Extracted records

════

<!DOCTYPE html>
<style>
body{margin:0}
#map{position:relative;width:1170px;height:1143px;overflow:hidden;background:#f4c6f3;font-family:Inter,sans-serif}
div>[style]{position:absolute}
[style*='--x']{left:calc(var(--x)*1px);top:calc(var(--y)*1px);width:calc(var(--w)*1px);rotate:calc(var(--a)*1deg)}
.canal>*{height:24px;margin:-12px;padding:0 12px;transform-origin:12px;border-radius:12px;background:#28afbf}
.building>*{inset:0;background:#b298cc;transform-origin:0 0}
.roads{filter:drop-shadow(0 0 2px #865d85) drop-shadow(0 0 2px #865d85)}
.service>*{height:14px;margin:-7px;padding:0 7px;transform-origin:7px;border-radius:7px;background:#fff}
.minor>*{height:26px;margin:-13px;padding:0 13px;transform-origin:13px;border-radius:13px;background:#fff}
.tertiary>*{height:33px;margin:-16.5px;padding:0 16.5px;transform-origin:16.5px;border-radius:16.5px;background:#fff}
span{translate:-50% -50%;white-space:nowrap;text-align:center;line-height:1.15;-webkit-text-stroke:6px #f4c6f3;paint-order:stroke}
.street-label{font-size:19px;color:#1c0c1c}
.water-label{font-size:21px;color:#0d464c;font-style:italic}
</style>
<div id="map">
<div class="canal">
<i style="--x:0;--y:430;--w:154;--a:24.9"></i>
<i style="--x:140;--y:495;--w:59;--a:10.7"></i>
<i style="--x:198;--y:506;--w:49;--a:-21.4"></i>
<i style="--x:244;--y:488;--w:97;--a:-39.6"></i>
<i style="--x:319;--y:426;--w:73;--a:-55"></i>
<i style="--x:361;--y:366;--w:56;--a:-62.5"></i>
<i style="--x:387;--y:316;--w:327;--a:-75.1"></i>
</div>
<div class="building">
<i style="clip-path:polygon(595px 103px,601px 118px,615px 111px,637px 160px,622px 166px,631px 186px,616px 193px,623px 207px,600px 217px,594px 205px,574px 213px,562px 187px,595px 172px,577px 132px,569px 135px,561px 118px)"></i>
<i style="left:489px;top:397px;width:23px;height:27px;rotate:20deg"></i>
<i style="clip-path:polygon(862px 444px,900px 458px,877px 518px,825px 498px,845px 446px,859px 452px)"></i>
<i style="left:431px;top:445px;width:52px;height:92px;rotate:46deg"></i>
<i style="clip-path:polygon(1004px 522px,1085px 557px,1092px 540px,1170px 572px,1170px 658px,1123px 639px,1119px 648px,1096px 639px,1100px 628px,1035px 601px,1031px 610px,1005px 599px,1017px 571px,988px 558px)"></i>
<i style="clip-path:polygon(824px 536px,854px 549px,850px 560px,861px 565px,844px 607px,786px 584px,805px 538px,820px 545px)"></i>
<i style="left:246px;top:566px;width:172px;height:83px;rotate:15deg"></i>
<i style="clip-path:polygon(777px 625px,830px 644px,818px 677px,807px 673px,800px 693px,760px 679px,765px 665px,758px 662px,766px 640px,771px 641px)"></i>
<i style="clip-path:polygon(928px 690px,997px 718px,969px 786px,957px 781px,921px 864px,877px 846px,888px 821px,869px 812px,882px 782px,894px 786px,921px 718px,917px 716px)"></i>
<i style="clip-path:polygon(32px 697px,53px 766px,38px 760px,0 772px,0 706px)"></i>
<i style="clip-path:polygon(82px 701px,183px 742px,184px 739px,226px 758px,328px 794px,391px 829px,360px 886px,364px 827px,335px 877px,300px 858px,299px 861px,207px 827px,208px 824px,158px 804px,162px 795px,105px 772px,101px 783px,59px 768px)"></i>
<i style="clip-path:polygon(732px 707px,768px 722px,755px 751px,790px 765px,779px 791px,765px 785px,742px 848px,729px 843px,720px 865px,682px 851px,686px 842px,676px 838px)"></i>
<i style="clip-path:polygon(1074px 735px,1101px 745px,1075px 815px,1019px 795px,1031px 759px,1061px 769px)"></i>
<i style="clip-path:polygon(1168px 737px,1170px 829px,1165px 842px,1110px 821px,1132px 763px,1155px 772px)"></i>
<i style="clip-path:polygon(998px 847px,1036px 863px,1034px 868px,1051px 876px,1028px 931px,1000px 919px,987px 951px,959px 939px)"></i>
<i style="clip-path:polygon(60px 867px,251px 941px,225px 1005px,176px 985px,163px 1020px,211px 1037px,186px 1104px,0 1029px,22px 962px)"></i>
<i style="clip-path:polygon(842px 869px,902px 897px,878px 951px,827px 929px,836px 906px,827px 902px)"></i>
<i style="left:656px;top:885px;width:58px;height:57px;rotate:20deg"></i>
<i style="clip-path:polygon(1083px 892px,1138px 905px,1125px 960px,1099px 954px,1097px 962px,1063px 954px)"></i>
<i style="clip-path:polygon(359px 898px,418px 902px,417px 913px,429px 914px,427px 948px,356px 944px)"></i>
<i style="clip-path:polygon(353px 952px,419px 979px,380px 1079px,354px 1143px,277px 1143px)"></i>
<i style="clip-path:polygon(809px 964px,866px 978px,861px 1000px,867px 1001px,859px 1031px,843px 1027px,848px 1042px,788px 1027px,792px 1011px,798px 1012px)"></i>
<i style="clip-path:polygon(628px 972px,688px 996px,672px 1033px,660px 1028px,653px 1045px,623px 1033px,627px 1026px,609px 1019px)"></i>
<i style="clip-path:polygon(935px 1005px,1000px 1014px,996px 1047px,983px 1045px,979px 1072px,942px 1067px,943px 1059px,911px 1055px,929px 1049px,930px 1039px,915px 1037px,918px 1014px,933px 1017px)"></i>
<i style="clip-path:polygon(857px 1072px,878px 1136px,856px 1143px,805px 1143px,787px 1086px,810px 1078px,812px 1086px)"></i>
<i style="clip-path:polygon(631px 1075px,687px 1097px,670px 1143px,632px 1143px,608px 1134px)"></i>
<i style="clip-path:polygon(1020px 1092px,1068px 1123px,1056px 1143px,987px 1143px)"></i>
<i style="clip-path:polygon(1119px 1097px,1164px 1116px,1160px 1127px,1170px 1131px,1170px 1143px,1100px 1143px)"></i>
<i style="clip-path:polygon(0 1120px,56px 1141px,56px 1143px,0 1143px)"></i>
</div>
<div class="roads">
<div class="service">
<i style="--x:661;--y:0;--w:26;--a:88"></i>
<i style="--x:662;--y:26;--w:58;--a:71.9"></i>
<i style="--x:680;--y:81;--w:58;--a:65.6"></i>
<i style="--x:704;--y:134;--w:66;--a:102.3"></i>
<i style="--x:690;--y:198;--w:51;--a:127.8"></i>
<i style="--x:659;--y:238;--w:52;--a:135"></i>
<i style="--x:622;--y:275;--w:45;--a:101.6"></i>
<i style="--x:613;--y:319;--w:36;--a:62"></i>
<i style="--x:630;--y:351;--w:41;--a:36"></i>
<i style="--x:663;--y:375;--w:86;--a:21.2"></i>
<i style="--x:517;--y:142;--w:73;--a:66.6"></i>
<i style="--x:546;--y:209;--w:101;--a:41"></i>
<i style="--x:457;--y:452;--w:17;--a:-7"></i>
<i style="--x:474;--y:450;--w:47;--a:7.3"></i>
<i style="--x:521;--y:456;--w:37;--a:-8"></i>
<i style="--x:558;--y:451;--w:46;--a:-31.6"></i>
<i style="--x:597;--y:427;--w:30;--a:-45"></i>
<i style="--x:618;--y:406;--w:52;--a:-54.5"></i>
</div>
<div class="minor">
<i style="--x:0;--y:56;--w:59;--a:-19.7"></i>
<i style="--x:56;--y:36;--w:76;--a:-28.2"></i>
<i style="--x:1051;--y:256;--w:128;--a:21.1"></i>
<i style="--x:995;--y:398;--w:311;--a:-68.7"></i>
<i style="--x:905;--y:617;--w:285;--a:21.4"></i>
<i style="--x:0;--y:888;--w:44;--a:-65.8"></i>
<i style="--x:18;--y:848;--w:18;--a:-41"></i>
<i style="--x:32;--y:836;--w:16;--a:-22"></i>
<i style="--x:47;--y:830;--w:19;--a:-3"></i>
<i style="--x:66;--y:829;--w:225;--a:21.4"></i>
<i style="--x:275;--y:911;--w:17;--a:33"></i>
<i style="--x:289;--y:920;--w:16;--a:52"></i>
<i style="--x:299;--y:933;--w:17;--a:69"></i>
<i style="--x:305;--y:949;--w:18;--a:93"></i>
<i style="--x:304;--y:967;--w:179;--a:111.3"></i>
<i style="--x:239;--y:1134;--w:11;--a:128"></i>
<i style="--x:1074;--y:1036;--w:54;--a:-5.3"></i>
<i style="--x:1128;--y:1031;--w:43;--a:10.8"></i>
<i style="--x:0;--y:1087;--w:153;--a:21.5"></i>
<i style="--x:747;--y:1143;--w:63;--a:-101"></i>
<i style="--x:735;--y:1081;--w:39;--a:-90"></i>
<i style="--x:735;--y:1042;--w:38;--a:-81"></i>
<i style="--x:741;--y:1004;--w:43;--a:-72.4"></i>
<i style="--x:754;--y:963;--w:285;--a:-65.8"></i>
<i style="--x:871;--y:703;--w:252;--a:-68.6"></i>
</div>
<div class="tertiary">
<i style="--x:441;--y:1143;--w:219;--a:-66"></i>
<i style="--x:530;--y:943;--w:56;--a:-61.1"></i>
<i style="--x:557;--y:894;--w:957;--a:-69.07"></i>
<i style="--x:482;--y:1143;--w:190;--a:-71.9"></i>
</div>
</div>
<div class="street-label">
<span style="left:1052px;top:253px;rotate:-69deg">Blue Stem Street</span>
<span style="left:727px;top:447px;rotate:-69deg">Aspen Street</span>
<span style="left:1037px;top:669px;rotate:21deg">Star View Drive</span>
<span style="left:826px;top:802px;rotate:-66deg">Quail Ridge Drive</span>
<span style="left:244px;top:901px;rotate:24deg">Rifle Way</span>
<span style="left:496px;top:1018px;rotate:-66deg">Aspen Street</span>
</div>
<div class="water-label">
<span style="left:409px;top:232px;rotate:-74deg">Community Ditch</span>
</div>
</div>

════

# [ACTIVITY]
Copy each line above that contains the string "position".

# [ANSWER TO THIS TASK]
#map{position:relative;width:1170px;height:1143px;overflow:hidden;background:#f4c6f3;font-family:Inter,sans-serif}
div>[style]{position:absolute}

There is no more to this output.